5e Semaine de Pâques

2021/05/03 – Jn 14, 6-14

By samedi 17 avril 2021 No Comments

Il est impossible, par nous-mêmes, de parcourir le chemin qui mène à notre patrie, car elle se situe à un niveau infiniment élevé, où le bonheur dépasse toute imagination humaine. Thomas a raison, car nous ne connaissons même pas ce chemin de l’amour et de la vie. Même en le connaissant, nous n’aurions pas la capacité de le parcourir.

Dans sa réponse à Thomas, Jésus recourt à l’expression caractéristique, « Je suis », qui révèle les attributs divins de sa personne. Comment Jésus est-il « le chemin » vers le Père? Parce qu’il est la vérité, c’est-à-dire la révélation du Père, en sorte que les humains, en le connaissant, découvrent le Père en lui. Lorsque les croyants le voient, ils voient le Père. Il est aussi le chemin parce qu’il est la vie, car il vit dans le Père et le Père vit en lui. Il est le Médiateur, le canal, par lequel la vie de Dieu parvient aux chrétiens. Jésus, « le chemin », désigne donc l’essentiel, que « la vérité » et « la vie » explicitent.

Jésus est « le chemin » qui mène au Père de trois manières. Il ouvre la voie en passant le premier par le sacrifice volontaire de sa vie pour ressusciter dans la gloire. De plus, il accorde la grâce de parcourir le même chemin en donnant aux siens l’Esprit. Enfin Jésus incorpore les chrétiens en lui-même pour franchir la route avec nous et nous en lui. Il meurt avec nous et ressuscite avec nous. « Aucun de nous ne vit pour soi-même et aucun ne meurt pour soi-même. Si nous vivons, nous vivons pour le Seigneur, et si nous mourons, nous mourons pour le Seigneur. Ainsi, soit que nous vivions, soit que nous mourions, nous appartenons au Seigneur » (Rom 14, 7s). Cette image traditionnelle du « chemin » rappelle la marche du peuple vers la Terre promise et la réalisation progressive de la destinée du croyant.
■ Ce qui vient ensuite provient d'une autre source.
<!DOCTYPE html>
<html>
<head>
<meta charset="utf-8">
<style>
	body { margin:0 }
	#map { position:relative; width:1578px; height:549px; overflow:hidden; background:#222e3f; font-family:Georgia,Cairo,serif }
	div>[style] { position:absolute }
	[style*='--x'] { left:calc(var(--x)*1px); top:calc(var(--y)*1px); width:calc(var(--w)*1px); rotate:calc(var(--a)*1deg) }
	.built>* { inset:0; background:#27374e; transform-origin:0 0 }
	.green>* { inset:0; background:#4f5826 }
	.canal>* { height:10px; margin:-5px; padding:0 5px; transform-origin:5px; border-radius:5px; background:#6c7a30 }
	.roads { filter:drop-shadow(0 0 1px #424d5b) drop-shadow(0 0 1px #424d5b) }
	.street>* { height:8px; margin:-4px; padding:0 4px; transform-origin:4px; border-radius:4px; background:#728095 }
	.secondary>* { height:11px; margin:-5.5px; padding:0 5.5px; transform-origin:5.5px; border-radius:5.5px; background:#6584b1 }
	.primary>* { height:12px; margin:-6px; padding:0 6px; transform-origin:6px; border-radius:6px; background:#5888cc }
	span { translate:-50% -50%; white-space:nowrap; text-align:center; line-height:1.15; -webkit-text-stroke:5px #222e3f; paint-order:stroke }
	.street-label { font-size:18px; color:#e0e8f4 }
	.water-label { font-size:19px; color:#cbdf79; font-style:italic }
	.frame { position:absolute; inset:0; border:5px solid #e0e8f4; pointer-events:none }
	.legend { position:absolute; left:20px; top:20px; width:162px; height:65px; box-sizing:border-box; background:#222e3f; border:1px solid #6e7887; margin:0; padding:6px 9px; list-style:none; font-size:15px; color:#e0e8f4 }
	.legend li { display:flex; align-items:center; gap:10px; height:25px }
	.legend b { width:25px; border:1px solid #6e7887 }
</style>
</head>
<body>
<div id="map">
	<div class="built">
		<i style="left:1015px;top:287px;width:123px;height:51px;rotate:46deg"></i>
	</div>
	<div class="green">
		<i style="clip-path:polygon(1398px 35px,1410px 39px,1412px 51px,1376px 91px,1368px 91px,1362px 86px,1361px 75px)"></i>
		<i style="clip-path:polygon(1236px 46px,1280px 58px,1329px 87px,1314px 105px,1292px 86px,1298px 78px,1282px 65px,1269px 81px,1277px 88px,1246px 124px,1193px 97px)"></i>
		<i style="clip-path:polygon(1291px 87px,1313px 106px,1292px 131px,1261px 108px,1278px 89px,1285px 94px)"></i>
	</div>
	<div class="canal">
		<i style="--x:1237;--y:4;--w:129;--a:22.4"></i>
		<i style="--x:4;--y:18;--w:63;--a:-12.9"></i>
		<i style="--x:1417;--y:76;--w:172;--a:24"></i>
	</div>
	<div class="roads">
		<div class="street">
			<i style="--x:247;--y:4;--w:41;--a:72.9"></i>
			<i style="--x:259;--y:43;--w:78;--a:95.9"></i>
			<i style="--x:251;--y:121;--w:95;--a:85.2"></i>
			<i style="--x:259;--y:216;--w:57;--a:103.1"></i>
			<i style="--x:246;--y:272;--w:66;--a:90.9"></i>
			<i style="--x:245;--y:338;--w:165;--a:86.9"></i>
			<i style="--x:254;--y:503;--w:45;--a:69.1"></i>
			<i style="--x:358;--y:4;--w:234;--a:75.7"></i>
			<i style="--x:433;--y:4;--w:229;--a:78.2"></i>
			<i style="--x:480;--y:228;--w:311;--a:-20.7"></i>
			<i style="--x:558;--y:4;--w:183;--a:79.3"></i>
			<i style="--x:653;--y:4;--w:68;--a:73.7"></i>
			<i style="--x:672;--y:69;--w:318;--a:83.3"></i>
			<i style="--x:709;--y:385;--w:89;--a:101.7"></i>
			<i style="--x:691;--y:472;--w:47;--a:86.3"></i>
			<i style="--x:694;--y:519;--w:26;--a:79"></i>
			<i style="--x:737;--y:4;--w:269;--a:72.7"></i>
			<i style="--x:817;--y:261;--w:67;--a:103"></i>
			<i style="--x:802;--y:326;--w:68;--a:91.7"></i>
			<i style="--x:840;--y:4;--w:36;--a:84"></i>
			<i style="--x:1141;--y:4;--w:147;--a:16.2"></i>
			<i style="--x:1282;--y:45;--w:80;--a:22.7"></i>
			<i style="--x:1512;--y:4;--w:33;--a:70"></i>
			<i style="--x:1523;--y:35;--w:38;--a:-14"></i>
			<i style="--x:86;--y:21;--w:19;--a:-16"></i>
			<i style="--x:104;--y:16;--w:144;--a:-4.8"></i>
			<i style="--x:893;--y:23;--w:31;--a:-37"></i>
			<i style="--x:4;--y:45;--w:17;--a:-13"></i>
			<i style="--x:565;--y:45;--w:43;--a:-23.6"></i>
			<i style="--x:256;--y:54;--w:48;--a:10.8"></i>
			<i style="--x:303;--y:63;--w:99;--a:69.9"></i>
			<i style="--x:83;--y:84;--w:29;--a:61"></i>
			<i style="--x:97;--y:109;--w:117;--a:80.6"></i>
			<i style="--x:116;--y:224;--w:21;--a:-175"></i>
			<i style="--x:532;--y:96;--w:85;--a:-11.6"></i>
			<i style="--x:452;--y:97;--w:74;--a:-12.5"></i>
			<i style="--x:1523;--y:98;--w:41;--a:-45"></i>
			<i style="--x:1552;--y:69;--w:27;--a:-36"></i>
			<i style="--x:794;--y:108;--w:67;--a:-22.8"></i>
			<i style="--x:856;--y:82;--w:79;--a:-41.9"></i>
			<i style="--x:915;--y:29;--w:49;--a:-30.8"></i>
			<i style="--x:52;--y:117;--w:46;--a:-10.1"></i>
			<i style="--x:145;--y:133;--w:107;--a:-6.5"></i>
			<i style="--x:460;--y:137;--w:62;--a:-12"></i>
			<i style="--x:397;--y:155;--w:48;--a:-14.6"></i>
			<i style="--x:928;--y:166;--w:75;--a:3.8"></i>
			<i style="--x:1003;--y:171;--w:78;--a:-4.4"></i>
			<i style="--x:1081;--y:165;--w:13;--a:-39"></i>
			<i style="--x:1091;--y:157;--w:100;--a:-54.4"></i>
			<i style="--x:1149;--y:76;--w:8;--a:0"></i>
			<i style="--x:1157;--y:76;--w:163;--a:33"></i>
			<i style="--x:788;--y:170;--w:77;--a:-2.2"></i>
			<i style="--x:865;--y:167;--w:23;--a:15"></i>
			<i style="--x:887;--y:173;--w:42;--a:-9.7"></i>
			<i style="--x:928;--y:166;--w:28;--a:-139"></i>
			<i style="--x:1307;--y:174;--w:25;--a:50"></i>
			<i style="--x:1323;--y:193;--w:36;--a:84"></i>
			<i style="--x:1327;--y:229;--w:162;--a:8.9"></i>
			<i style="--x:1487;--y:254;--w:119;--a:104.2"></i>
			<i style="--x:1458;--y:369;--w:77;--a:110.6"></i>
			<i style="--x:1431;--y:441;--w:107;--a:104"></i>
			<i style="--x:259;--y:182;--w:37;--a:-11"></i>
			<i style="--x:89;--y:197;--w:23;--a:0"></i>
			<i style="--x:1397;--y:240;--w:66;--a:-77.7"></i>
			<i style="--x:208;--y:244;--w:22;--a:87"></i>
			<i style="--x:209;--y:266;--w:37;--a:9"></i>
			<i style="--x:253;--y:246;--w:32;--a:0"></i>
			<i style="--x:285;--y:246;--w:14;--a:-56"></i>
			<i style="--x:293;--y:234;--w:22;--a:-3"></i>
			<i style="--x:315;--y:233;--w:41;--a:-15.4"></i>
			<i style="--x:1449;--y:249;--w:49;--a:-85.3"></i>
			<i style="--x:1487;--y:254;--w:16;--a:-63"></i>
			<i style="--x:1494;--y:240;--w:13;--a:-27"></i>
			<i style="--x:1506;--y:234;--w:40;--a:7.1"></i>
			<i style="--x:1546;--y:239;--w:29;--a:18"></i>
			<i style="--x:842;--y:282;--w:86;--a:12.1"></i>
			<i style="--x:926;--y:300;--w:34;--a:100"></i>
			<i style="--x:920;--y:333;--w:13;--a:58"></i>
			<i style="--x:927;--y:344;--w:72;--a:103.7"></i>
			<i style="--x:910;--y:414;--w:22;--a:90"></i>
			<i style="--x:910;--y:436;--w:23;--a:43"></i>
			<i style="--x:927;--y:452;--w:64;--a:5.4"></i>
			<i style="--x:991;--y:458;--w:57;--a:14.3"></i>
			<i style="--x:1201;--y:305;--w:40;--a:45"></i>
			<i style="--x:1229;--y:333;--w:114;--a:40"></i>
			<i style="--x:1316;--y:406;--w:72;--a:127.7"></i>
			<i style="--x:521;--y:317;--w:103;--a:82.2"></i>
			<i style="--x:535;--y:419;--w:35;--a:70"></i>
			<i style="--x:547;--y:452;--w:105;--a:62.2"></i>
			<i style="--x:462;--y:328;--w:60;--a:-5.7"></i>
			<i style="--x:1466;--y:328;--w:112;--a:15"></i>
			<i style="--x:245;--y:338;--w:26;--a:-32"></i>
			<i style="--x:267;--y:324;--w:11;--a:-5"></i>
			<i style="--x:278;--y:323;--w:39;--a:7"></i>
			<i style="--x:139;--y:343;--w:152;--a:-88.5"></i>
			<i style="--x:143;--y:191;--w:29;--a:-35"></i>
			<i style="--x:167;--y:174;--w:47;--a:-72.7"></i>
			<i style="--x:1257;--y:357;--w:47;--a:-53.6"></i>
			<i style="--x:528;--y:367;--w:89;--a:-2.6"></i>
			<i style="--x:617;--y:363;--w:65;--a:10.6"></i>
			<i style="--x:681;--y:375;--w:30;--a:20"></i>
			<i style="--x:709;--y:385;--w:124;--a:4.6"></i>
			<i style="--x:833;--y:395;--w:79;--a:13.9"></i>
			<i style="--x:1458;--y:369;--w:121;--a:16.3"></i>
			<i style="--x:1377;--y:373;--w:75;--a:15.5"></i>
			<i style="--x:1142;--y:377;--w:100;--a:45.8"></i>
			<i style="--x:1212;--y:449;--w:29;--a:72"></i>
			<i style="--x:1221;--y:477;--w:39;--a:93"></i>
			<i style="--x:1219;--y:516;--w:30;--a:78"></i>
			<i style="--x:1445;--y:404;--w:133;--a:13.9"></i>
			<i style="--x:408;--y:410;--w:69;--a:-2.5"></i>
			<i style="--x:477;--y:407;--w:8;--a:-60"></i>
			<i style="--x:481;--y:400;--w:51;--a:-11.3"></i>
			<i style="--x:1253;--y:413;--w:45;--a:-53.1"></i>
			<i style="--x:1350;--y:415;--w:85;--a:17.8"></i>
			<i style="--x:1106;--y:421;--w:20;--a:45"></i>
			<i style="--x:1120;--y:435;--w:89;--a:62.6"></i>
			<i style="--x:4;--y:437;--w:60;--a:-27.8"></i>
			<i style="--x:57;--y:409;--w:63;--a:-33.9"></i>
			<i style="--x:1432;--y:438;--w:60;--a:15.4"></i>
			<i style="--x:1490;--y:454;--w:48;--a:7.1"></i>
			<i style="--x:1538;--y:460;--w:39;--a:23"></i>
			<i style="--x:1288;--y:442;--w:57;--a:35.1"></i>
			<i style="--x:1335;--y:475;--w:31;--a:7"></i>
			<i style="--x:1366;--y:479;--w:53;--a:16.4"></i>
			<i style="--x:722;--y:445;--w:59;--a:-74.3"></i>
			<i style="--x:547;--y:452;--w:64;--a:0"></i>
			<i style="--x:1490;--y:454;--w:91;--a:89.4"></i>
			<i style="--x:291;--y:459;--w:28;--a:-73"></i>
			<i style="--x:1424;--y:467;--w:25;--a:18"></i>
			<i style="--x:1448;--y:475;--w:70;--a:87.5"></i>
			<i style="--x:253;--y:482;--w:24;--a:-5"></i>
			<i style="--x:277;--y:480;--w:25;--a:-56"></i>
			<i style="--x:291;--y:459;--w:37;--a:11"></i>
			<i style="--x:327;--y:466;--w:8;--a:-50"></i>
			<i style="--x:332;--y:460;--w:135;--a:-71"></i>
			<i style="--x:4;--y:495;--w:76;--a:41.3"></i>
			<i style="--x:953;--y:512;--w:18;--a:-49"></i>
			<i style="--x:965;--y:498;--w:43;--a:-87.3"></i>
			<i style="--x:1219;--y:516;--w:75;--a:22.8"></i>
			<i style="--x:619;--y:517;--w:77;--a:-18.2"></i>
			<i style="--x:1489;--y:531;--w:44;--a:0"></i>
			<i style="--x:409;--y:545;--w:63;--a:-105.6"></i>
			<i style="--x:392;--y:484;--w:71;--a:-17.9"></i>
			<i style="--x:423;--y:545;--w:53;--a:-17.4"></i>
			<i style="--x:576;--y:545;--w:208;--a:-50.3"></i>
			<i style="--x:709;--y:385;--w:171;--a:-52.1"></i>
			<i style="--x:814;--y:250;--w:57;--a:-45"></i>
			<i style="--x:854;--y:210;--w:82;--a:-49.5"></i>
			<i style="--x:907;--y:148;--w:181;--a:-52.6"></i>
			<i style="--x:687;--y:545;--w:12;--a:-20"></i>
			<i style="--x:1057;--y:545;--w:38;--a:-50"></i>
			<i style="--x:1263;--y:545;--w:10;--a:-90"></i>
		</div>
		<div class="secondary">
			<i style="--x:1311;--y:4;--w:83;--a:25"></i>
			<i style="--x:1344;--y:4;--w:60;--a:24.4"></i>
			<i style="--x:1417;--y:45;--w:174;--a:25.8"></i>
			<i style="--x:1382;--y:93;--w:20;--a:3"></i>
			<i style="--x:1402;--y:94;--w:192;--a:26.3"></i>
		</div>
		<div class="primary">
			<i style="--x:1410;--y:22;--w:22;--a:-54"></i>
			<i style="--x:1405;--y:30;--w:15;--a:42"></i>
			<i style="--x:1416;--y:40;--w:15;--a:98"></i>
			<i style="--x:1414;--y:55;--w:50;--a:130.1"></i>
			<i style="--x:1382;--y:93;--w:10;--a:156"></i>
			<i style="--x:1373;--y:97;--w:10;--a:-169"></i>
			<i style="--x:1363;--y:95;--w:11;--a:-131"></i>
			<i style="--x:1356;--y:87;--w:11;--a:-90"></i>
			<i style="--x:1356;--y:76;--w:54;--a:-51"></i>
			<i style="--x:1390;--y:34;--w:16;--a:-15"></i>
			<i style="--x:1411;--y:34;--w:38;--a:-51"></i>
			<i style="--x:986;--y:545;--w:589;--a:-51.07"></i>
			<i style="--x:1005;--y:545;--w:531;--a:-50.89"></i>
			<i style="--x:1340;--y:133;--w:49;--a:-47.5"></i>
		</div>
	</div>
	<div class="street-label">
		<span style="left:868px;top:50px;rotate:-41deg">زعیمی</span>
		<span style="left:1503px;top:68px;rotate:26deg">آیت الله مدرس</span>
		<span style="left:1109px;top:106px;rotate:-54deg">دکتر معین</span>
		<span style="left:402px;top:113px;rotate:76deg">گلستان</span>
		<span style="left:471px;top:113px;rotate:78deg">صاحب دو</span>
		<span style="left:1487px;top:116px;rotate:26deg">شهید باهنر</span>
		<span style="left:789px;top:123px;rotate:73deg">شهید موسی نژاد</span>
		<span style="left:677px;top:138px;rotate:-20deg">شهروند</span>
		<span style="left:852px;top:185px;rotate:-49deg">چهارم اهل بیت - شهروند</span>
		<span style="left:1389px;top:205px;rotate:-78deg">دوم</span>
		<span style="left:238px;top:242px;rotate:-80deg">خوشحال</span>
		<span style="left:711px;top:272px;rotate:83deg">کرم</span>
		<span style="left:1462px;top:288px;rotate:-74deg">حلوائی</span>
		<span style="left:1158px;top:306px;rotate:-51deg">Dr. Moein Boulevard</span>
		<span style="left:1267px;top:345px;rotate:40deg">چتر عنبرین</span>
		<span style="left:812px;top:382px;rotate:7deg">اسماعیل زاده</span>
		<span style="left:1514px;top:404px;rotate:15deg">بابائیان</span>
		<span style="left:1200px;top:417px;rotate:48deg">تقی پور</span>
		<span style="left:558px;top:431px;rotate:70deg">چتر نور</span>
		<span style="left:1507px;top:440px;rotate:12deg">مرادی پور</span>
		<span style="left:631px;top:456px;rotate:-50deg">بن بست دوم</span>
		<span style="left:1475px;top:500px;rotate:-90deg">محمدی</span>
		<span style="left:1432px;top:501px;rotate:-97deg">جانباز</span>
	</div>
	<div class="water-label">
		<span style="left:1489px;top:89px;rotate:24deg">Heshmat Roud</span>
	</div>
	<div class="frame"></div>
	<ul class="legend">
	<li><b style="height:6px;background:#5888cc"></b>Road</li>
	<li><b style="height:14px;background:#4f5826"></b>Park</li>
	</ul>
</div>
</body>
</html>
« Personne ne va au Père sans passer par moi » reprend une affirmation fondamentale que l’évangéliste avait déjà proposée (1,18; 3,13). Jésus est donc l’unique Médiateur entre Dieu et l’humanité. En rappelant cette affirmation de Jésus, Jean pensait aux multiples mouvements religieux de son époque. Il n’y a pas plusieurs voies pour atteindre Dieu. À une époque comme la nôtre, la prétention de Jésus pourra paraître intransigeante, mais c’est l’intransigeance de la vérité, qui est unique.

Jésus est l’unique voie pour atteindre Dieu, la source de la vie éternelle. La condition, c’est de connaître Jésus et, par lui, de connaître le Père.

« Connaître » ne signifie pas dans l’Évangile la simple connaissance humaine d’un fait ou d’une personne, mais la relation personnelle de la personne humaine à Dieu (v.7). Par la connaissance du Père, qu’ils connaissent par Jésus, les disciples sont établis à l’égard du Père dans une relation similaire à celle qui unit Jésus à son Père: relation d’amour, d’obéissance et d’habitation mutuelle. Aussi la vie éternelle consiste dans la connaissance du Père par le Christ (17,3).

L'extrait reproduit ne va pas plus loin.